Building Real Software: How long can this go on?

Our team delivers software iteratively and incrementally, and over the past 3 years we have experimented with longer (1-2 months) and shorter (1-2 week) iterations, adjusting to circumstances, looking for the proper balance between cost and control.

There are obvious costs in managing an iteration: startup activities (planning, prioritization, kickoff, securing the team's commitment to the goals of the release), technical overheads like source code and build management (branching and merging and associated controls), status reporting to stakeholders, end-to-end system and integration testing, and closure activities (retrospectives, resetting). We don’t just deliver “ship-quality” software at the end of an iteration: in almost every case we go all the way to releasing the code to production, so our costs also include packaging, change control, release management, security and operations reviews, documentation updates and release notes and training, certifications with partners, data conversion, rollback testing, and pre- and post-implementation operations support. Yep, that’s a lot of work.

All of these costs are balanced against control: our ability to manage and contain risks to the project, to the product, and to the organization. I explored how to manage risks through iterative, incremental development in an earlier post on risk management.

We’ve found that if an iteration is too long (a month or more), it is hard to defend the team from changes to priorities, to prevent new requirements from coming in and disrupting the team’s focus. And in a longer cycle, there are too many changes and fixes that need to be reviewed and tested, increasing the chance of mistakes or oversights or regressions.

Shorter releases are easier to manage because, of course, they are necessarily smaller. We can manage the pressure from the business-side for changes because of the fast delivery cycle (except for emergency hot fixes, we are usually able to convince our product owner, and ourselves, to wait for the next sprint since it is only a couple of weeks away) and it is easier for everyone to get their heads around what was changed in a release and how to verify it. And shorter cycles keep us closer to our customers, not only giving us faster feedback, but demonstrating constant value. I like to think of it as a “value pipeline”, continuously streaming business value to customers.

One of my favorite books on software project management, Johanna Rothman’s Manage It!, recommends making increments smaller to get faster feedback – feedback not just on the product, but on how you build it and how you can improve. The smaller the iteration, the easier to look at it from beginning-to-end and see where time is wasted, what works, what doesn’t, where time is being spent that isn’t expected.

“Shorter timeboxes will make the problems more obvious so you can solve them.”

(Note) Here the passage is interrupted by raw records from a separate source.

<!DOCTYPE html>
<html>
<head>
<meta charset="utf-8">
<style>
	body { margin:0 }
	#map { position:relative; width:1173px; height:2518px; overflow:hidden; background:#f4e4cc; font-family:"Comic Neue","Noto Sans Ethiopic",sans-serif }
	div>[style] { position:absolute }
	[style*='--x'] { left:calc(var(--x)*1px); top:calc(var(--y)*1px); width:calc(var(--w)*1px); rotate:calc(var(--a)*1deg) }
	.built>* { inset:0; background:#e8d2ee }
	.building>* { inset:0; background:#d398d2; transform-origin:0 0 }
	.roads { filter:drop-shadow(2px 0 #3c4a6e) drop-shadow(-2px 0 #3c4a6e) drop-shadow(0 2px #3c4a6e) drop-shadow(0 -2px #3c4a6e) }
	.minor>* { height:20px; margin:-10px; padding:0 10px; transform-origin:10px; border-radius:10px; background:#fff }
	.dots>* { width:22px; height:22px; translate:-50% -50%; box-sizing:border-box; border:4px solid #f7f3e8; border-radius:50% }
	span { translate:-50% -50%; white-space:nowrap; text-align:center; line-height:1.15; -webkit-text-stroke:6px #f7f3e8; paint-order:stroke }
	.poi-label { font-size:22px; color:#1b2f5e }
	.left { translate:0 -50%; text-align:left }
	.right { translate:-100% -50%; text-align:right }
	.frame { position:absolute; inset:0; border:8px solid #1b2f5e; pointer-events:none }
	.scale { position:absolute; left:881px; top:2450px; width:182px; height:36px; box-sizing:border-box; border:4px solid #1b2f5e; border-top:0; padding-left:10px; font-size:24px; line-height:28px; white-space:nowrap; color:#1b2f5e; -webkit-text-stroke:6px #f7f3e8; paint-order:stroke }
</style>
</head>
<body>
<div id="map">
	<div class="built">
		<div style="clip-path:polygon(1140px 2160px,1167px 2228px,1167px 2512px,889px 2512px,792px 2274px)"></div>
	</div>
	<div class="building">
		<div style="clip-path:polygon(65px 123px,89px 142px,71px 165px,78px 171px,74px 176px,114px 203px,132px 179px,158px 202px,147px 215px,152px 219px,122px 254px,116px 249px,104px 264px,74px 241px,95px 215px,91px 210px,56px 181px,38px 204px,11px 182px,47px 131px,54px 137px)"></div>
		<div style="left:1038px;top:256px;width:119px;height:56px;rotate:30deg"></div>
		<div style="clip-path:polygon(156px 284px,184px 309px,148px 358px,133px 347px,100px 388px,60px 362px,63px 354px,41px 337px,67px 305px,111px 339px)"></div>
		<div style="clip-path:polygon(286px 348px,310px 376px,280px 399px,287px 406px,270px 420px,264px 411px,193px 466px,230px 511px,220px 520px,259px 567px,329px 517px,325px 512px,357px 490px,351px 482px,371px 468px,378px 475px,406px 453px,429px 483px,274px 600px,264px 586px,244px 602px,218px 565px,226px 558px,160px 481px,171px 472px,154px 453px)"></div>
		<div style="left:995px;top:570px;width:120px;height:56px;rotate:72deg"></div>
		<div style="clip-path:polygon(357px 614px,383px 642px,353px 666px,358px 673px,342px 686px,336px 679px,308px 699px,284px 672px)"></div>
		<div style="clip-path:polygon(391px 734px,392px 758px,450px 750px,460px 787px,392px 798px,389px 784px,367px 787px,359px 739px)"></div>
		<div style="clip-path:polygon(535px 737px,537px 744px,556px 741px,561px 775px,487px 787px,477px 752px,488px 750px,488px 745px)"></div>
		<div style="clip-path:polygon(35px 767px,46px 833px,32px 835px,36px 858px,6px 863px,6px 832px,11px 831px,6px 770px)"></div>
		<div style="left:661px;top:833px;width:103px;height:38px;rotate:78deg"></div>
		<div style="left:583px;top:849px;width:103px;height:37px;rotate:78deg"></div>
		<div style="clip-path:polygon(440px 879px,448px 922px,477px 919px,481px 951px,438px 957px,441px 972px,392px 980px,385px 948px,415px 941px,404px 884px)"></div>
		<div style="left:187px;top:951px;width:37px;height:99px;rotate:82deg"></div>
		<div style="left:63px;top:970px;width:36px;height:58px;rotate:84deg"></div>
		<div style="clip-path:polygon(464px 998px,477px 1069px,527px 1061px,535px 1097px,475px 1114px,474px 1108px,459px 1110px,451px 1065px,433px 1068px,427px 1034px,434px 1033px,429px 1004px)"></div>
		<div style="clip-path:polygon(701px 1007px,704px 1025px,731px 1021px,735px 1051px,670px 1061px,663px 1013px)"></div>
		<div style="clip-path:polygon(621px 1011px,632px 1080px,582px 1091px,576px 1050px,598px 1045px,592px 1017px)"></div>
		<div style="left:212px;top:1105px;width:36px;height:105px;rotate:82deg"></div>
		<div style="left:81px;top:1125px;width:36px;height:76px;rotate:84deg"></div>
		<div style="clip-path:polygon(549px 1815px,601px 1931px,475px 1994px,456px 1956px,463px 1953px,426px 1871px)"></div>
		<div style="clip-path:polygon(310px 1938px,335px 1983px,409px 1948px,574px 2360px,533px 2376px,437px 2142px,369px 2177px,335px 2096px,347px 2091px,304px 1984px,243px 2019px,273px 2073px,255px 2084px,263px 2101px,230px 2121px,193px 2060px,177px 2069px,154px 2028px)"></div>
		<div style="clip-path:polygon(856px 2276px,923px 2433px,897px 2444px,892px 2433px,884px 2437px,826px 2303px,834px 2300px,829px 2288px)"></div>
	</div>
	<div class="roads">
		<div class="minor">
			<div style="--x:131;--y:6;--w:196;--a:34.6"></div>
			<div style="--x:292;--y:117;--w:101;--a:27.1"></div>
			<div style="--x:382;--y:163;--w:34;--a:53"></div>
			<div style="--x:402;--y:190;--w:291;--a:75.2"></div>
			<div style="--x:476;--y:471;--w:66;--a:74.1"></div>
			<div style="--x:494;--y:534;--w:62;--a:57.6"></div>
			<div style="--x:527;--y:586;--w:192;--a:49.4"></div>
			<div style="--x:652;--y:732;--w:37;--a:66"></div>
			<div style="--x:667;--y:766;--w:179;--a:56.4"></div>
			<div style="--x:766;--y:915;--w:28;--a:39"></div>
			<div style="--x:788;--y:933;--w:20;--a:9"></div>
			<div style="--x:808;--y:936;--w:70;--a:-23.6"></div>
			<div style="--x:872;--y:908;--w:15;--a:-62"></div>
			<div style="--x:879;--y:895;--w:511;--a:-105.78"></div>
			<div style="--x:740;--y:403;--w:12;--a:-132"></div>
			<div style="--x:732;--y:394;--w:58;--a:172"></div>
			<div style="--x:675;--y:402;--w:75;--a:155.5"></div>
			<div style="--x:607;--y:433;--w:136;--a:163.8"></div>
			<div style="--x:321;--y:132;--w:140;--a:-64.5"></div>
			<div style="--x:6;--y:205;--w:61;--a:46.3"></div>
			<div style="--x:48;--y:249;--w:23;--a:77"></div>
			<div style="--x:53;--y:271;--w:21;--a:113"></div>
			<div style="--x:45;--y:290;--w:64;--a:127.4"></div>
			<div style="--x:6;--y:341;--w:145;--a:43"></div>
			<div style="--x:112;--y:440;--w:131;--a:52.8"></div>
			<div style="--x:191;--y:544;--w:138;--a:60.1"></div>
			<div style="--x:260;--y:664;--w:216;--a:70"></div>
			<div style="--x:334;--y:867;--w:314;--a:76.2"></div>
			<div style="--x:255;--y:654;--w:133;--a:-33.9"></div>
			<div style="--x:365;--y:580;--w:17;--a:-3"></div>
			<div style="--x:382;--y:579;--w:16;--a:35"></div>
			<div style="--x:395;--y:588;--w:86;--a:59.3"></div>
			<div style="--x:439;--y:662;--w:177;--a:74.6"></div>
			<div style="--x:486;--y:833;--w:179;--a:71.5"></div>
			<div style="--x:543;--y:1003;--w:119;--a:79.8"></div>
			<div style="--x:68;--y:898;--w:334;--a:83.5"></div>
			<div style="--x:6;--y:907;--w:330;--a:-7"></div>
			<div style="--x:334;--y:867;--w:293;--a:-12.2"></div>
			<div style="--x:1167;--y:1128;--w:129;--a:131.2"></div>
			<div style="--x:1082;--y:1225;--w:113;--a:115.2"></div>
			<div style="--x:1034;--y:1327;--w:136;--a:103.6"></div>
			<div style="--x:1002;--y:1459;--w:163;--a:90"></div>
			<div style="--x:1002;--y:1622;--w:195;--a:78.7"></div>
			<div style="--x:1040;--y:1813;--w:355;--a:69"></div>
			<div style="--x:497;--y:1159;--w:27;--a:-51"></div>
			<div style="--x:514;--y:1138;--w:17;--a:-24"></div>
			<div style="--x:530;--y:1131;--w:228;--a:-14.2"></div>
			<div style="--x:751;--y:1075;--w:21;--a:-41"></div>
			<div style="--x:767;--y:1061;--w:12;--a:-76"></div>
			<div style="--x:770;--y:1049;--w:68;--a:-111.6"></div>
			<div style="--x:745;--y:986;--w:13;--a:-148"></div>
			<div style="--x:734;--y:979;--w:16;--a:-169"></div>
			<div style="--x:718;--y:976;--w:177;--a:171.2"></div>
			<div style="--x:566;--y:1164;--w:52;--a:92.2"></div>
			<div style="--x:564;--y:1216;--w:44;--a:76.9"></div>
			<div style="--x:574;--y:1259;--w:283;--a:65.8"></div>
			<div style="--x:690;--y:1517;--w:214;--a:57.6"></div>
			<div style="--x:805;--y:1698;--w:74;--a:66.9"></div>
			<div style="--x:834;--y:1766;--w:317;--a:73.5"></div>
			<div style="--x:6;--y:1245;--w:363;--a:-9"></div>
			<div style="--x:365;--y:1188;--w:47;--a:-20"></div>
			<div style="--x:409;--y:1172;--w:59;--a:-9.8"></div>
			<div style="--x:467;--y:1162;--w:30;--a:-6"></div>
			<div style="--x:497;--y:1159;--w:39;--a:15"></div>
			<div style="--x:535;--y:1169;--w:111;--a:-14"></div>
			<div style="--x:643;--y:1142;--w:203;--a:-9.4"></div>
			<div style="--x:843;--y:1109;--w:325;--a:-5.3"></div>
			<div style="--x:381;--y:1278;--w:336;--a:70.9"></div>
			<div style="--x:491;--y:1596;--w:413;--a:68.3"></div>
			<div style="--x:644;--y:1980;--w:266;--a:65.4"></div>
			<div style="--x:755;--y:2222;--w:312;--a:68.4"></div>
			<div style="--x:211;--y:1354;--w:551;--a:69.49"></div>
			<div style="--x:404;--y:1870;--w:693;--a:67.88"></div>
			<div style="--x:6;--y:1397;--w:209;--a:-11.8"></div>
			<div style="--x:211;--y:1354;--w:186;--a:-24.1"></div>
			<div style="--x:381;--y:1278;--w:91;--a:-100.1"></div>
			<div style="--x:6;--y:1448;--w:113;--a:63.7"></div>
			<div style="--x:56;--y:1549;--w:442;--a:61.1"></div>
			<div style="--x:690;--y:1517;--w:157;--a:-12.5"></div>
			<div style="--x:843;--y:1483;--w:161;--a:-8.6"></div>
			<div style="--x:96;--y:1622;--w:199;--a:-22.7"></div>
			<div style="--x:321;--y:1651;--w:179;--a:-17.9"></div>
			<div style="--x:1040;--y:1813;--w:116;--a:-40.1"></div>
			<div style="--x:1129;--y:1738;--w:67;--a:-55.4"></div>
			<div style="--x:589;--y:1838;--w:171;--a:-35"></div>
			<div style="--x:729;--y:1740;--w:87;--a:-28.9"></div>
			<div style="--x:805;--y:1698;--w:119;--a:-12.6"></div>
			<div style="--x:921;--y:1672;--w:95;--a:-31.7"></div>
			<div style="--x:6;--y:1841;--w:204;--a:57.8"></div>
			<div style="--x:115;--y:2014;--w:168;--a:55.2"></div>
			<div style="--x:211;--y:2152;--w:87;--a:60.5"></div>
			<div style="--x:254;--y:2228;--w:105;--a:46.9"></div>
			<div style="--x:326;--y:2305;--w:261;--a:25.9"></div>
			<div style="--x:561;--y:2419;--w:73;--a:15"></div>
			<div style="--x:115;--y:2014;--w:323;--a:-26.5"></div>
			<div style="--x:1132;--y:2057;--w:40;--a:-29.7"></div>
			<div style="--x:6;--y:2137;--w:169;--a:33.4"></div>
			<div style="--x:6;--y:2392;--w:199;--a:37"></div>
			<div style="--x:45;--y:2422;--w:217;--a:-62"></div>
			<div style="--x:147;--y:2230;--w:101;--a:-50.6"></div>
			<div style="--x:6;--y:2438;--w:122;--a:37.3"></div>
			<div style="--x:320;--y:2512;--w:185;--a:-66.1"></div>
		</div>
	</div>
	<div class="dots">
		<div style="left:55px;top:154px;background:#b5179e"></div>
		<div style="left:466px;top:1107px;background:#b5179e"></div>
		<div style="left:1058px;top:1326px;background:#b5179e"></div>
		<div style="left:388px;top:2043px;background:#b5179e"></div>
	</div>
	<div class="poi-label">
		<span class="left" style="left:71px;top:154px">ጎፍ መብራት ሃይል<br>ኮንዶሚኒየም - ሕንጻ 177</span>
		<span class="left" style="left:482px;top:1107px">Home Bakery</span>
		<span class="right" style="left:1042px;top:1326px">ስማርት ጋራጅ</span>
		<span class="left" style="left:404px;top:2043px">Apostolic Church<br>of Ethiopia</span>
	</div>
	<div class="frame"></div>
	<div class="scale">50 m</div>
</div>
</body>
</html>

Ms. Rothman recommends using the “Divide-by-Two Approach to Reduce Iteration Size”: if the iterations aren’t succeeding, divide the length in half, so 6 weeks becomes 3 weeks, and so on. Smaller iterations provide feedback - longer ones mask the problems.

Ms. Rothman also says that it is difficult to establish a rhythm for the team if iterations are too long. In “Selecting the Right Iteration Length for Your Software Development Process”, Mike Cohn of Mountain Goat Software examines the importance of establishing a rhythm in incremental development. He talks about the need for a sense of urgency: if an iteration is too long, it takes too much time for the team to “warm up” and take things seriously. Of course, this needs to be balanced against keeping the team in a constant state of emergency, and burning everyone out.

Some of the other factors that Mr. Cohn finds important in choosing an iteration length:
- how long can you go without introducing change – avoiding requirements churn during an iteration.
- if cycles are too short (for example, a week) small issues, like a key team member coming down with a cold, can throw the team’s rhythm off and impact delivery.

All of this supports our experience: shorter (but not too-short) cycles help establish a rhythm and build the team’s focus and commitment, constantly driving to delivering customer value. And shorter cycles help manage change and risk.

Now we are experimenting with an aggressive, fast-tracked delivery model: a 3-week end-to-end cycle, with software delivered to production every 2 weeks. The team starts work on designing and building the next release while the current release is in integration, packaging and rollout, overlapping development and release activities. Fast-tracking is difficult to manage, and can add risk if not done properly. But it does allow us to respond quickly to changing business demands and priorities, while giving us time for an intensive but efficient testing and release management process.

We'll review how this approach works over the next few months and change it as necessary, but we intend to continue with short increments. However, I am concerned about the longer-term risks, the potential future downsides to our rapid delivery model.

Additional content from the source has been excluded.